SECTION 804. NOT RESPONSIBLE FOR RECITALS OR ISSUANCE OF SECURITIES.

         The Recitals contained herein and in the Trust Securities Certificates
shall be taken as the statements of the Trust, and the Trustees do not assume
any responsibility for their correctness. The Trustees shall not be accountable
for the use or application by the Depositor of the proceeds of the Debentures.

SECTION 805. MAY HOLD SECURITIES.

         Any Trustee or any other agent of any Trustee or the Trust, in its
individual or any other capacity, may become the owner or pledgee of Trust
Securities and, subject to Sections 808 and 813 



                                      -42-
<PAGE>   50



and except as provided in the definition of the term "Outstanding" in Article I,
may otherwise deal with the Trust with the same rights it would have if it were
not a Trustee or such other agent.

SECTION 806. COMPENSATION; INDEMNITY; FEES.

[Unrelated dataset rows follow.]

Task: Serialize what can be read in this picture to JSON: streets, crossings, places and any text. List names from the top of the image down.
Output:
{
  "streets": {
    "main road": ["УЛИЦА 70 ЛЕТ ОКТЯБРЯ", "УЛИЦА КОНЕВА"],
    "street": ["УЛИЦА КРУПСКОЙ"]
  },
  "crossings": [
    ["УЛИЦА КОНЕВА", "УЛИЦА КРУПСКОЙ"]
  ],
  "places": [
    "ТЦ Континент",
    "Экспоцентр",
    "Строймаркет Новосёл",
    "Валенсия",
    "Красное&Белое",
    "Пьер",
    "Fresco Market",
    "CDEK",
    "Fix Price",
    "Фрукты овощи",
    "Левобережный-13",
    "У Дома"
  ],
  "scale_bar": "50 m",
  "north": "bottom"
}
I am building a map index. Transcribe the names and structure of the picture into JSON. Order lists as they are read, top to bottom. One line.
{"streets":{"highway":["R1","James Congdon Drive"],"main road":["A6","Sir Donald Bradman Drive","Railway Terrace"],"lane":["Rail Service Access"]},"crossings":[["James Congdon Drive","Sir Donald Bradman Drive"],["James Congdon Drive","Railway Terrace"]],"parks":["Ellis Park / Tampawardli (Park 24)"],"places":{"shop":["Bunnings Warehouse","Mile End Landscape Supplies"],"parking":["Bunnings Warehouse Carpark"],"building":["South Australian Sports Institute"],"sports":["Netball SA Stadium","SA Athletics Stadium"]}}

         The Depositor agrees:

         (a) to pay to the Trustees from time to time such compensation as the
Trustees and the Depositor may agree in writing for all services rendered by
them hereunder (which compensation shall not be limited by any provision of law
in regard to the compensation of a trustee of an express trust);

         (b) except as otherwise expressly provided herein, to reimburse the
Trustees upon request for all reasonable expenses, disbursements and advances
incurred or made by the Trustees in accordance with any provision of this Trust
Agreement (including the reasonable compensation and the expenses and
disbursements of its agents and counsel), except any such expense, disbursement
or advance as may be attributable to such Trustee's negligence, bad faith or
willful misconduct (or, in the case of the Administrative Trustees, any such
expense, disbursement or advance as may be attributable to its, his or her gross
negligence, bad faith or willful misconduct); and

         (c) to indemnify each of the Trustees or any predecessor Trustee for,
and to hold the Trustees harmless against, any and all loss, damage, claim,
liability, penalty or expense, including taxes (other than taxes based on the
income of the Trustee) incurred without negligence or willful misconduct on its
part, arising out of or in connection with the acceptance or administration of
this Trust Agreement, including the costs and expenses of defending itself
against any claim or liability in connection with the acceptance, exercise or
performance of any of its powers or duties hereunder, except any such expense,
disbursement or advance as may be attributable to such Trustee's negligence, bad
faith or willful misconduct (or, in the case of the Administrative Trustees, any
such expense, disbursement or advance as may be attributable to its, his or her
gross negligence, bad faith or willful misconduct).

         The provisions of this Section 806 shall survive the termination of
this Trust Agreement or the earlier resignations or removal of any Trustee.

         No Trustee may claim any Lien or charge on any Trust Property as a
result of any amount due pursuant to this Section 806.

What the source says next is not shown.